*Contributed by guest blogger Martha Kate Stainsby,
I was two when I said I didn’t look pretty and meant it. I was three when I learned what a diet was and how to do it. I was five when I was called the word fat and it devastated me. I was nine when I noticed what the scale said and what those numbers really meant. I was ten when I was called skinny and it encouraged me that starving myself was okay. I was twelve when a boy commented on my physical appearance and it stayed with me. I was fifteen when I missed a state mandated fitness test because I was terrified to see the numbers on the scale and what the teacher would say. I was too young to learn and be impacted by those words, and yet it happened.
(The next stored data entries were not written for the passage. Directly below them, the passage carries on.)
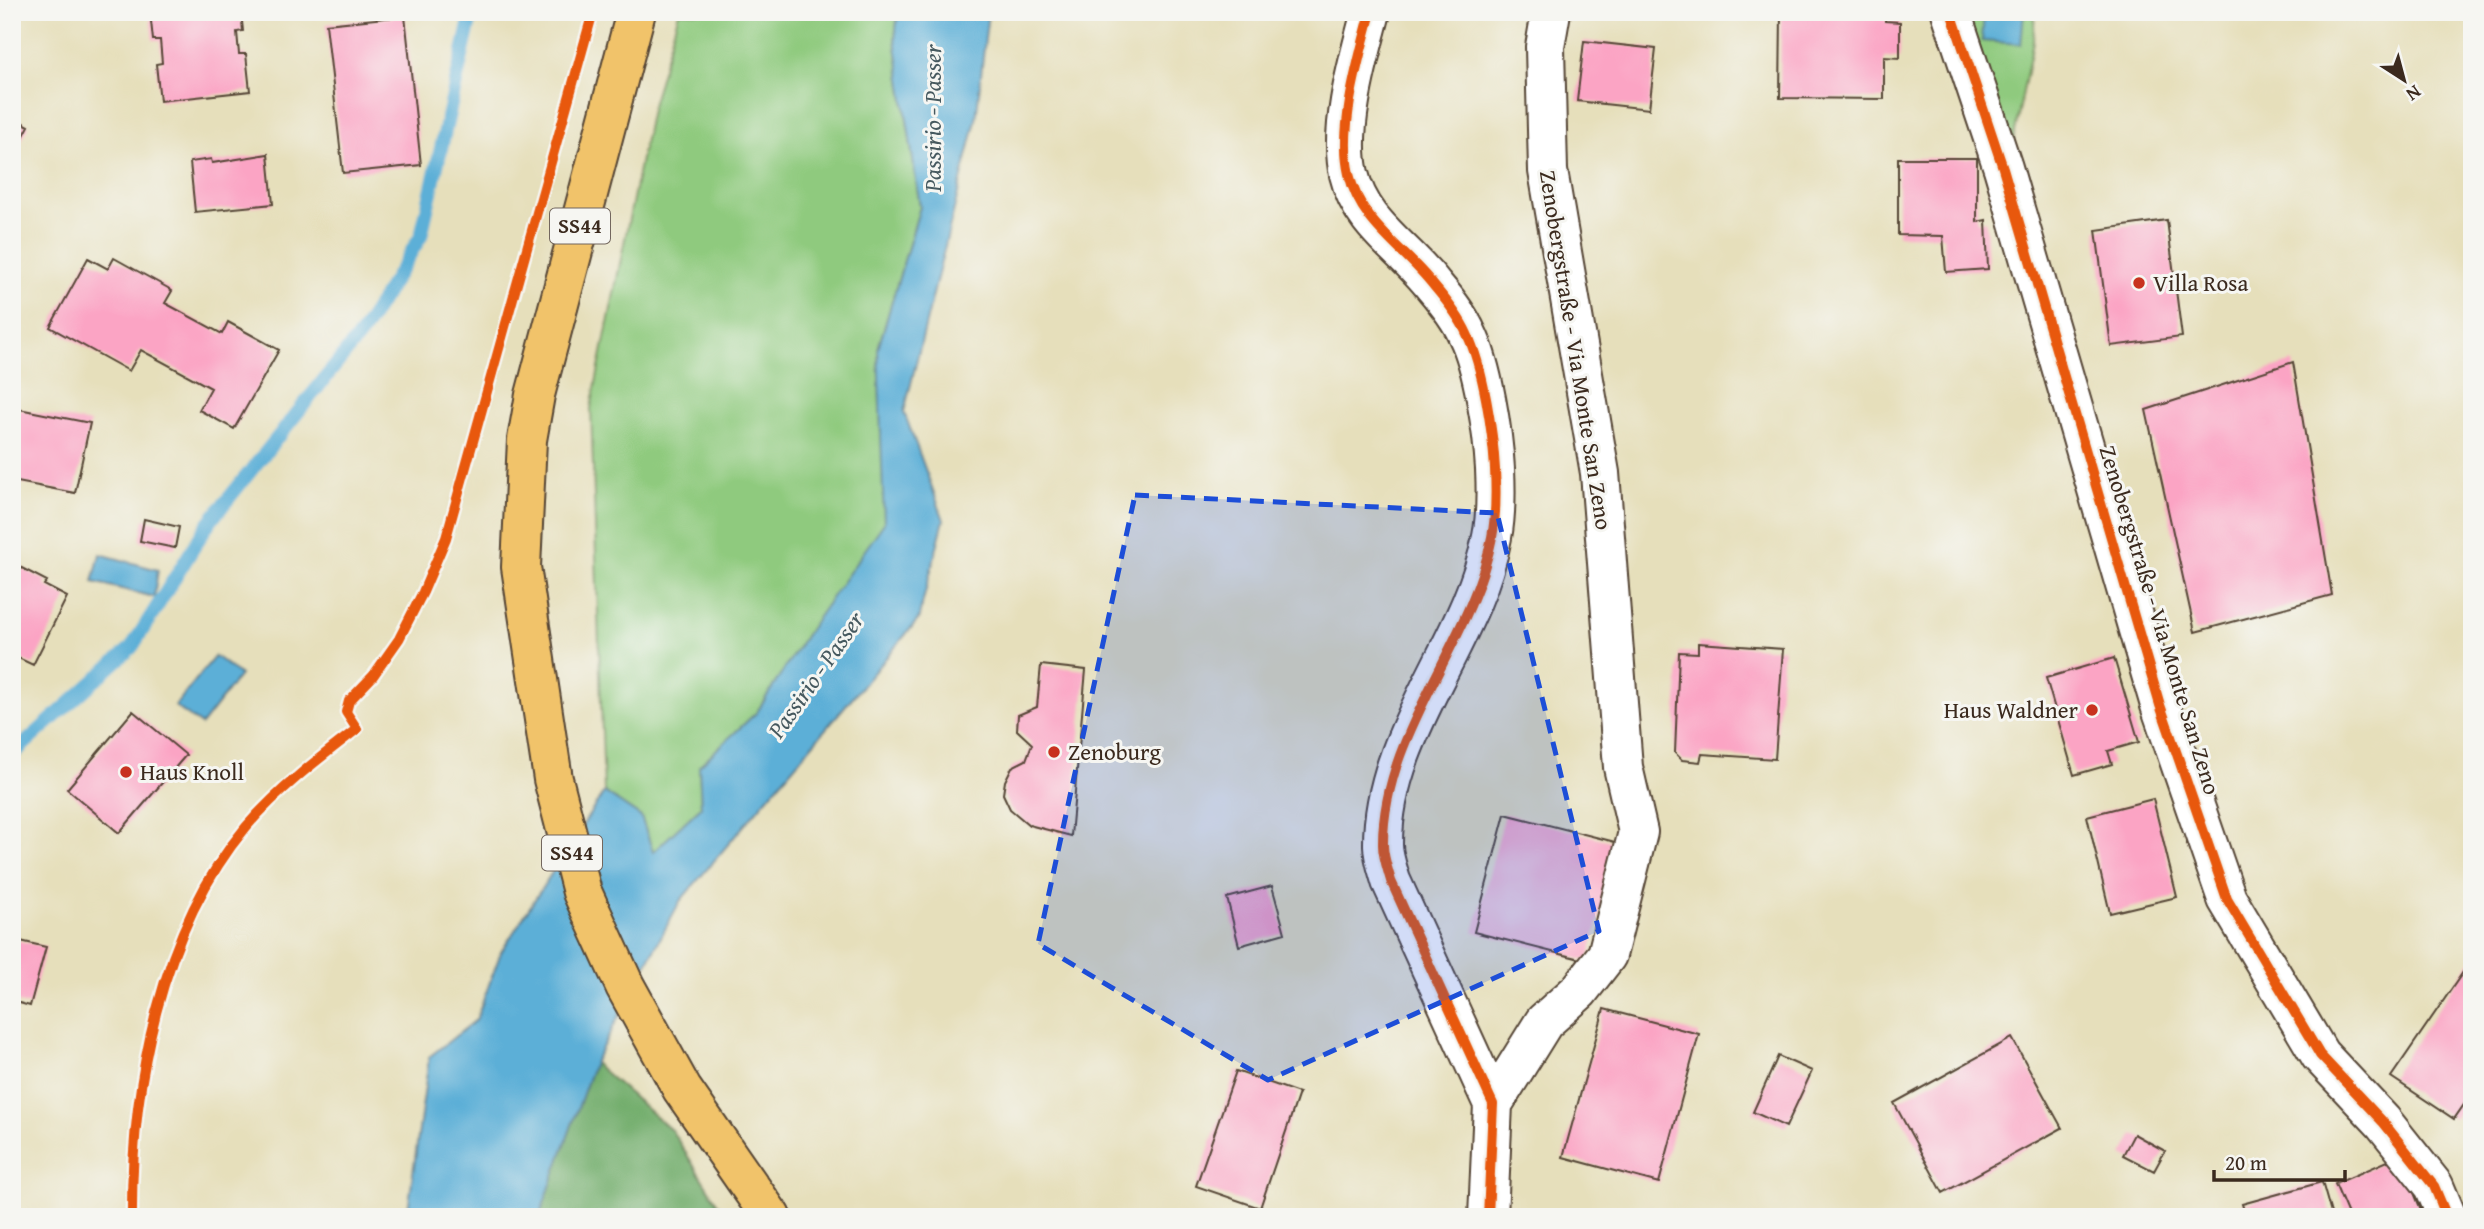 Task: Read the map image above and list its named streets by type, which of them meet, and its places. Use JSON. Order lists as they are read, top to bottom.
{
  "streets": {
    "main road": ["SS44"],
    "street": ["Zenobergstraße - Via Monte San Zeno"]
  },
  "water": ["Passirio - Passer"],
  "places": [
    "Villa Rosa",
    "Haus Waldner",
    "Zenoburg",
    "Haus Knoll"
  ],
  "scale_bar": "20 m",
  "north": "bottom right"
}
And the truth is it is happening to young girls and boys no matter how young they are and whether we want to admit it or not. We think they are too young to fully understand the impact of our words, too young to have these struggles, too young- they aren’t.
So today I want to take a moment to talk to those young girls and boys, the moms of young people, the teachers to these kids, and anyone who interacts with these growing children on a daily basis. Take notice of the youth, because they see the world in a manner that you can’t. They see the beauty and they see the pain. They are confused and trying to become the best individuals they can, so stop putting pressure on them to be the best. Encourage them, love them.
Today across the world, there are young girls and boys skipping lunch, running to the bathroom, literally running for miles, pouring over magazines, crying in the mirror, trying to fit into a certain perfect size jeans, writing in their diary because some boy told them they weren’t pretty. And it matters…they are not just simple words. Your words, their words, they matter and they hold more weight than you could ever realize. We have to start changing this and it starts with changing the conversation.
Stop telling them they are beautiful solely for their physical appearance. Tell them they are beautiful inside and out. Tell them they are important, their opinions matter, they are going to change the world. Their physical beauty is fleeting and could change in an instant, but their beautiful hearts are forever. Tell them they are loved for the unique individual they are. Tell them there is no one like them in the world, because it is true.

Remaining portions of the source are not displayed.